April 2, 2025
As a Quality Assurance tester at TMX Group, the company that owns both the Toronto Stock Exchange and the Montreal Exchange, I play a critical role in ensuring the complex systems that facilitate trades function flawlessly.
Beyond Traditional Stock Trading
While many people are familiar with stock exchanges, my work at the Montreal Exchange involves a different class of financial instruments. At TMX, I work specifically for the Montreal Exchange side. Here, we don’t trade stocks but derivatives—options, futures, swaps, and other complex financial products.
These sophisticated financial instruments require equally sophisticated trading platforms, and that’s where my expertise comes into play.
Bringing New Financial Products to Life
One of the most exciting aspects of my role is being involved in developing new financial products.
While specific details remain confidential due to business sensitivity, I can share the thrill of being part of such innovation.
We’re creating a new baby and seeing it come to life.
We are developing a product that’s unique in the market. We’re building both the product itself—how the trading works—and all the supporting software, risk configurations, risk requirements, and the architecture of how everything fits together.
We do all this in-house. In this collaborative environment, I serve a crucial quality assurance function.
I’m the person who ensures that once each small piece is completed, I test all the products and provide feedback on quality, potential improvements, and then every week we come together to discuss progress.

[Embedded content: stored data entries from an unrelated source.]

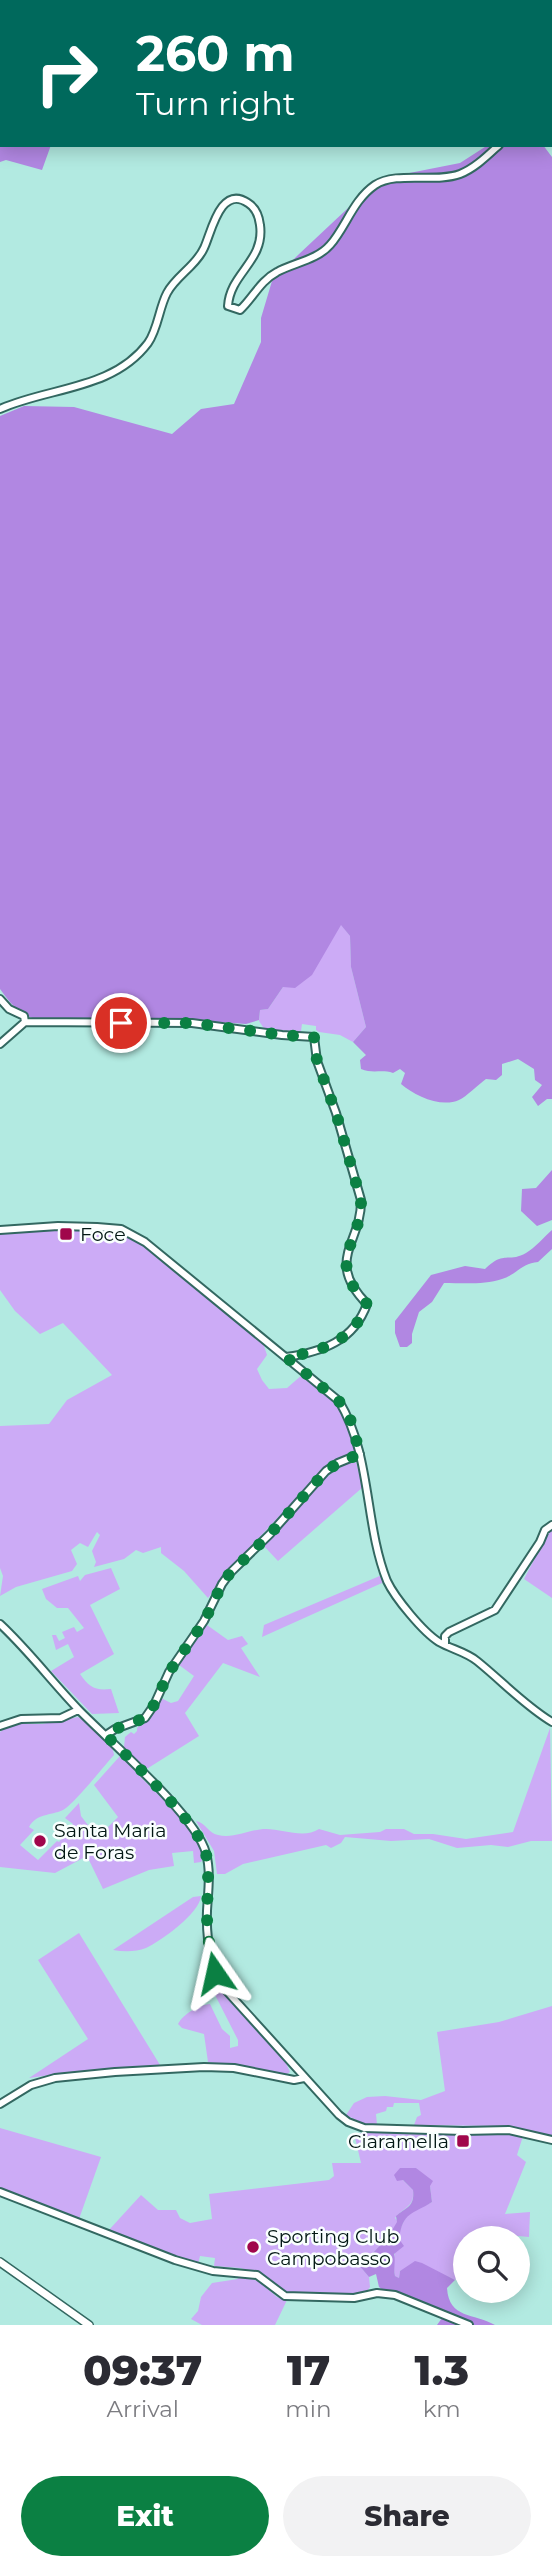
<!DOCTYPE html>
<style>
:root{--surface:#fff;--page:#f2f2f3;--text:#2b2b33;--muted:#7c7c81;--accent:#0b8043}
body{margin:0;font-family:Montserrat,sans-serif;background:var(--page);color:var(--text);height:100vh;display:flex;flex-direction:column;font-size:26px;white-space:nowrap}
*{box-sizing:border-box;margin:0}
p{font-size:23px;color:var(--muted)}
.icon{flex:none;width:38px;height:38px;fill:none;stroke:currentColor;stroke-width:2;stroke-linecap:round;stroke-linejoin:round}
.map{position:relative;height:2325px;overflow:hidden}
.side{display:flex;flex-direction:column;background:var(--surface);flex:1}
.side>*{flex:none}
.guide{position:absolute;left:0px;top:0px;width:553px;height:147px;box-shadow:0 4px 18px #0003;background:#00695c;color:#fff;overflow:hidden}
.controls{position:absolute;left:453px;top:2226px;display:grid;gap:14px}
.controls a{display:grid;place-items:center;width:77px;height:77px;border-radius:50%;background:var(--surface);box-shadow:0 4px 18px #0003;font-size:35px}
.pin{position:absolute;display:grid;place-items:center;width:60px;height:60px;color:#fff;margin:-30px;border:4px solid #fff;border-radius:50%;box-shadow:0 2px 7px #0007}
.me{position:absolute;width:77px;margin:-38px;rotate:349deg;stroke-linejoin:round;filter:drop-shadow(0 0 5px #0008)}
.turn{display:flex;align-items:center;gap:24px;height:147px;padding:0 21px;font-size:32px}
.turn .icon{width:91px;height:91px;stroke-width:2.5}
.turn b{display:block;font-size:49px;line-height:60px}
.eta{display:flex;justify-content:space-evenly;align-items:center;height:119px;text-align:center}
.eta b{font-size:42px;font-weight:800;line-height:49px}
.cta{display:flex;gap:14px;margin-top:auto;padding:14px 21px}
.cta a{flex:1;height:80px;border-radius:42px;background:var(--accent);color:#fff;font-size:28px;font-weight:800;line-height:80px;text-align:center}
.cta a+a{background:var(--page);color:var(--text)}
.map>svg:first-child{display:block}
.green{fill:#ccabf6}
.forest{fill:#b187e2}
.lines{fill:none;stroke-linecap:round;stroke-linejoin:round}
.minor-casing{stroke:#336861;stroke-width:10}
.tertiary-casing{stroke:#336861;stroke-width:10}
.minor{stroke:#fff;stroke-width:6}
.tertiary{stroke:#fff;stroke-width:7}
.route{stroke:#0b8043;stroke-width:12;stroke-dasharray:0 21.6}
.poi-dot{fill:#a0074b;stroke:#f9fffe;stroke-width:2.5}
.labels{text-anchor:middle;stroke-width:5;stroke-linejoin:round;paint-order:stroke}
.poi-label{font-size:19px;fill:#021714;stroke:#f9fffe;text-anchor:start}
</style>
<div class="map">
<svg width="552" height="2325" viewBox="0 0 552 2325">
<rect width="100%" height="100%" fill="#b2eae1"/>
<path class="green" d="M 341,924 L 350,936 L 351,967 L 366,1027 L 353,1042 L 340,1035 L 319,1032 L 316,1030 L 316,1026 L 302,1024 L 301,1031 L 265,1030 L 259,1021 L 260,1010 L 268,1009 L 283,987 L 328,944 Z
M 37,1230 C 74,1230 109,1226 143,1243 L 263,1343 L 267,1355 L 257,1369 L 262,1380 L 269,1389 L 287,1388 L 302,1375 C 326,1394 356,1417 354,1451 L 322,1471 L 235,1563 L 208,1598 L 184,1571 L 161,1553 L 161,1547 L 143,1553 L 136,1550 L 124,1559 L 94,1567 L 96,1562 L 92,1551 L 100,1535 L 97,1532 L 88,1547 L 80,1543 L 71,1550 L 77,1564 L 72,1571 L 16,1587 L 0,1596 L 3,1576 L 0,1568 L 0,1426 L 49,1424 L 67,1400 L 112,1375 L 63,1323 L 40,1334 L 15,1311 L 0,1290 L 0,1234 Z
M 356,1462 L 363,1487 L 278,1561 L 263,1545 C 283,1523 328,1464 356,1462 Z
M 552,1529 L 552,1598 L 524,1579 L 546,1537 Z
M 111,1568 L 120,1589 L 90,1605 L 114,1654 L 80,1674 C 89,1687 95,1691 111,1689 L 119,1713 L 92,1714 L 51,1671 L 74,1657 L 68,1644 L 56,1650 L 52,1635 L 56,1635 L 59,1641 L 65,1638 L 62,1632 L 74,1627 L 77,1632 L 84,1628 L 68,1608 L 57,1608 L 46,1599 L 42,1589 L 78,1576 L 80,1581 L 85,1575 Z
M 382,1575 L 384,1581 L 382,1583 L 262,1637 L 264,1625 Z
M 207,1625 L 228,1640 L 242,1636 L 248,1644 L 241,1648 L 260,1677 L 223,1663 L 185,1713 L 199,1736 L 145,1770 L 124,1747 L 125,1737 L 131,1732 L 134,1734 L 137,1731 L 137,1728 L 152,1714 L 161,1698 L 171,1703 L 178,1701 L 194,1676 L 179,1665 Z
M 78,1717 C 90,1725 113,1740 114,1755 C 104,1766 74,1804 63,1810 C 50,1816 37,1813 29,1827 L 34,1830 L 20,1845 L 38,1860 L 57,1841 L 59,1842 L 73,1824 L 65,1818 L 79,1803 L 81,1816 L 94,1833 L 103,1827 L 106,1829 L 118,1817 L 94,1785 L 120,1756 L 183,1820 L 193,1835 L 204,1857 L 201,1862 L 194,1863 L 193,1851 L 172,1853 L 174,1866 L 149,1870 L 103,1889 L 87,1856 L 55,1873 L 0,1867 L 0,1732 L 11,1724 L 42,1724 Z
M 550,1728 L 552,1841 L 531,1841 L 508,1847 L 491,1845 L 457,1848 L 429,1839 L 391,1841 L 345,1837 L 341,1843 L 331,1848 L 326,1845 L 243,1864 L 225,1874 L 217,1874 L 214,1851 L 196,1821 C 206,1823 208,1833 218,1835 C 234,1839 250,1829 266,1829 C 283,1829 304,1839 319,1829 L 340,1835 L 380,1832 L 386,1829 L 404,1829 L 414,1834 L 433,1834 L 466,1839 L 513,1832 Z
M 201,1896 C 200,1913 161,1941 146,1948 C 136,1952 124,1952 113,1950 L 193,1897 Z
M 79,1933 L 160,2065 L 71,2072 L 29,2078 L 88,2039 L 38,1960 Z
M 214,1983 L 286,2063 L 290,2072 L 287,2074 L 208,2062 L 204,2034 L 182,2028 L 178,2024 C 183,2014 199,2005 210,2004 L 222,2029 L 230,2036 L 230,2048 L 238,2046 L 238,2040 L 212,1989 Z
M 552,2006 L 552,2136 L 498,2126 L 414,2125 L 417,2117 L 421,2115 L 419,2103 L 394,2103 L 393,2107 L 387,2107 L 386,2111 L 376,2114 L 377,2125 L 366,2125 L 346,2115 L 354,2103 L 367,2097 L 385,2096 L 421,2100 L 445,2091 L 437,2032 L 499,2022 Z
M 0,2128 L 101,2157 L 79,2219 L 0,2189 Z
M 354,2133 L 505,2133 L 523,2136 L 517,2155 L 526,2162 L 505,2214 L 530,2212 L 529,2237 L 498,2234 L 494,2238 L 466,2238 L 465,2270 L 455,2280 C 440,2273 415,2264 400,2271 L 399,2278 L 395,2276 C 391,2261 398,2221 412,2211 C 418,2207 426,2206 432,2202 L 430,2186 L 416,2168 L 409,2169 L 403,2180 L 413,2190 C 415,2207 404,2207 395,2218 L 398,2222 C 389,2238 375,2250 363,2264 L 359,2265 L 369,2277 L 370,2287 L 367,2291 L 358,2293 L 286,2293 L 261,2274 L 240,2268 L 214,2266 L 215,2258 L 200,2256 L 198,2264 L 176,2259 L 108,2231 L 141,2195 L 158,2210 L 176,2210 L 180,2218 L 190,2223 L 212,2219 L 209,2194 L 329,2180 L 334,2176 L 332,2163 L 361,2163 Z
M 236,2275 L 259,2281 L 277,2297 L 287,2300 L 275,2325 L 202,2325 L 191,2319 L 198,2311 L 201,2297 L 212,2283 L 238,2279 Z"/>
<path class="forest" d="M 0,0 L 181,0 L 182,2 L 2,2 L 2,145 L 51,145 L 42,170 L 6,160 L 0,162 Z
M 488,145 L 543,145 L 552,157 L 552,1099 L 547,1099 L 538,1106 L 532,1097 L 542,1085 L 535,1080 L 534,1069 L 518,1059 L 502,1064 L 502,1075 L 496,1080 L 486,1079 C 479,1084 466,1097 459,1100 C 441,1108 415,1096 401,1084 L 405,1073 L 400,1069 L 393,1073 C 382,1069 373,1074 361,1069 L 360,1060 L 366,1055 L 353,1042 L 366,1027 L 351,967 L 350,936 L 341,925 L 312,975 L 295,988 L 283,987 L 268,1009 L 260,1010 L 259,1020 L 246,1024 L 193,1020 L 35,1019 C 18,1013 10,1003 0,989 L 0,416 L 24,406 L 74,407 L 172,434 L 201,409 L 234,404 L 261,342 L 261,318 L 272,281 L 298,255 L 379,179 L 460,163 Z
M 552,1170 L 552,1220 L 537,1226 L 521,1211 L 522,1189 L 536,1188 Z
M 552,1230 L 552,1249 L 538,1262 C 522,1263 516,1275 502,1279 C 484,1285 462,1283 444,1283 L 432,1302 L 419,1312 L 412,1334 L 412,1343 L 407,1347 L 400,1347 L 395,1333 L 395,1321 L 431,1275 L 465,1266 L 485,1269 C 504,1250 509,1263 526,1253 C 535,1248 544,1237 552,1230 Z
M 400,2168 L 416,2168 L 433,2181 L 430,2186 L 432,2202 C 412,2215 403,2211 399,2239 L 404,2246 L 394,2254 C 396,2262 393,2268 395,2276 L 399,2278 L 400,2271 L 415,2261 L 422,2263 L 455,2280 L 447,2288 C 449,2319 474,2313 495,2325 L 437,2325 L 442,2318 L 441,2312 L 393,2292 L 383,2290 L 379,2287 L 376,2274 L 369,2277 L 358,2264 L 363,2264 C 375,2250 388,2239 397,2222 L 396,2216 C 406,2207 415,2207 413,2190 L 403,2180 L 397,2181 L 394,2175 Z"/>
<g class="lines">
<defs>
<path id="minor" d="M 551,73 L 552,72
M 0,409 C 49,387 113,390 148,343 C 158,329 159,308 167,293 C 176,276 196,266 204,248 C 211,234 220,184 248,203 C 256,208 259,216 260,225 C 265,261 230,273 228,306 L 240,310 C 253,298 260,281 277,272 C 293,263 317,260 330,245 C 346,227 353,200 375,185 C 396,171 436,183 460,174 C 475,168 487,156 499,145
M 0,999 L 9,1009 L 24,1016 L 25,1022
M 0,1044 L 25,1022 L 192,1023 L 282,1035 L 314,1037 L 317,1061 L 336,1113 L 361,1200 C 362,1243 324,1260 367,1304 C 354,1341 322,1352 286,1357
M 0,1230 L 58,1226 L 97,1227 L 121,1229 L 145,1242 L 339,1401 C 372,1456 364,1523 387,1581 C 395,1598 423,1632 439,1642 C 451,1649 466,1652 477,1661 C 502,1681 525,1706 552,1722
M 0,1624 C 29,1651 52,1682 79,1710 C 109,1741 196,1815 206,1853 C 211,1872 208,1892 207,1911 C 206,1938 210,1965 224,1988 L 339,2115 L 348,2122 L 364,2128 L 463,2131 L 509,2130 L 552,2140
M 445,1644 L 445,1636 L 449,1632 L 495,1610 L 540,1542 L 545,1530 L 552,1525
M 0,1726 L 21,1719 L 61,1718 L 78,1710
M 106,1735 L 115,1729 L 145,1718 L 154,1705 L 169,1672 L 204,1621 L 222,1584 L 230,1573 L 270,1534 L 326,1471 L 338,1463 L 360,1454
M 0,2104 L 31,2085 L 55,2078 L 115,2072 L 204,2067 L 234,2068 L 294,2080 L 304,2078
M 0,2192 L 175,2260 L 213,2271 L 257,2275 L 285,2296 L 354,2298 L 377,2293 L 395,2295 L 469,2325"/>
<path id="tertiary" d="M 0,2262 L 89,2325"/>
</defs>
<use href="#minor" class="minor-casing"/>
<use href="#tertiary" class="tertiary-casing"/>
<use href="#minor" class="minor"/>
<use href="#tertiary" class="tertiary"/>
</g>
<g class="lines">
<path class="route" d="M 121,1023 L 192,1023 L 282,1035 L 314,1037 L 317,1061 L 336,1113 L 361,1200 C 362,1244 324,1259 367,1304 C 354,1340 322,1352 286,1357 L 339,1401 L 351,1421 L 360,1454 L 338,1463 L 326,1471 L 270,1534 L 230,1573 L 222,1584 L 204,1622 L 169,1672 L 154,1705 L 145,1718 L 115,1729 L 106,1735 C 130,1760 199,1823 206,1854 C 210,1874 207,1894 207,1914 C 207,1934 210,1953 215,1973"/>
</g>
<g class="poi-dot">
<rect x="59" y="1227" width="14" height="14" rx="3.5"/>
<circle cx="40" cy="1841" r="7"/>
<rect x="456" y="2134" width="14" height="14" rx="3.5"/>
<circle cx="253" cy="2247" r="7"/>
</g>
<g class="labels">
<g class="poi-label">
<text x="80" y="1241">Foce</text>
<text x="54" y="1837">Santa Maria<tspan x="54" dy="22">de Foras</tspan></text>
<text x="449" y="2148" text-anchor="end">Ciaramella</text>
<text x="267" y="2243">Sporting Club<tspan x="267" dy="22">Campobasso</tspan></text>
</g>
</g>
</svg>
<div class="controls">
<a><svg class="icon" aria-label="search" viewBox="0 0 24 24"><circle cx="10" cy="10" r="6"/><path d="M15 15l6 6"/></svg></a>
</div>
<div class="pin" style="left:121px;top:1023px;background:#d93025"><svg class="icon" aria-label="arrive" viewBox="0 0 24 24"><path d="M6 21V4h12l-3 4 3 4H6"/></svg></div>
<svg class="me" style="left:215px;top:1973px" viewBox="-20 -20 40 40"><path d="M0-17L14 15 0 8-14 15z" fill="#0b8043" stroke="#fff" stroke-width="4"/></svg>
<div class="guide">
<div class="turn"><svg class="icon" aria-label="right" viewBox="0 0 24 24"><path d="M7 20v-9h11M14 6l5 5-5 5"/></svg><div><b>260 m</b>Turn right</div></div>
</div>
</div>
<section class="side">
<div class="eta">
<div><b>09:37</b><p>Arrival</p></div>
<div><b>17</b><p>min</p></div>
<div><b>1.3</b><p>km</p></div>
</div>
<div class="cta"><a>Exit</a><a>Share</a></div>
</section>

Bridging Finance and Technology
With my background in finance rather than IT, I bring a valuable perspective to the technical aspects of my work.
What I find fascinating is that my background is actually finance, not IT. So I really love that we’re creating a new financial instrument.
If you really think about it, there’s no physical product we’re talking about here. It’s all people’s intelligence.
A Unique Industry Ecosystem
The financial exchange industry in Canada has distinctive characteristics that shape my professional experience.
The industry I’m in right now is unique—we only have one company in Canada that owns all the Canadian stock exchanges. The Toronto Stock Exchange and the Montreal Exchange are both owned by one company.
Knowledge Environment
This concentration creates both challenges and opportunities.
It’s a very specific industry. You cannot find detailed information online, but within the industry, within the company, we have so much knowledge and expertise.
This internal knowledge ecosystem becomes invaluable when tackling complex problems. Whenever I have questions, no matter what they are, sometimes I think ahead about what the new product will be like two years in the future and how it will grow.
For those questions, there’s always someone within my company and team who knows exactly what I’m looking for.
The Quality Assurance Process
When testing new systems, I employ a thoughtful approach that combines financial expertise with technical acumen.
I need to understand what the product is and how our future users will interact with it when the product comes to life, and then develop a testing strategy accordingly.
I need to think about all those weird situations, especially the ones users don’t normally encounter, because that’s what my job is for—to think about what-if situations that our software should support.
This comprehensive testing draws on multiple skill sets. It requires a deep understanding of the financial instruments themselves, the business context, and how our software works.
I then need to communicate my findings to our programmers and architects, which requires me to understand technical terminology.
Tools and Methodologies
Our team employs both automated and manual testing approaches.
We use Python to develop in-house automation testing tools. There’s also a significant component of manual testing to consider all the different scenarios.
For organizing our work, the team follows agile methodologies. In our team, we have daily morning meetings where we discuss what’s important and address any questions that have arisen.
We structure our work into three-week sprints, setting clear priorities at the start to guide what needs to be done.
Conclusion
Effective quality assurance is fundamentally a team effort.
If I have any questions, feel the importance level of a task has shifted, or find that a programmer hasn’t delivered a task close to the deadline when I need time to test, I will bring it up.
Group communication is really important in our work.
I’ll check in with colleagues: Hey, where are you in the process? When do you think it can be delivered to me so I can test?
This open communication helps us stay on track with our development timeline.
With my combination of financial expertise and technical testing skills, I play an essential role in bringing new trading capabilities to Canada’s financial markets.
My work shows how quality assurance professionals serve as crucial guardians of system integrity, ensuring that the complex machinery of modern finance operates seamlessly and reliably for all market participants.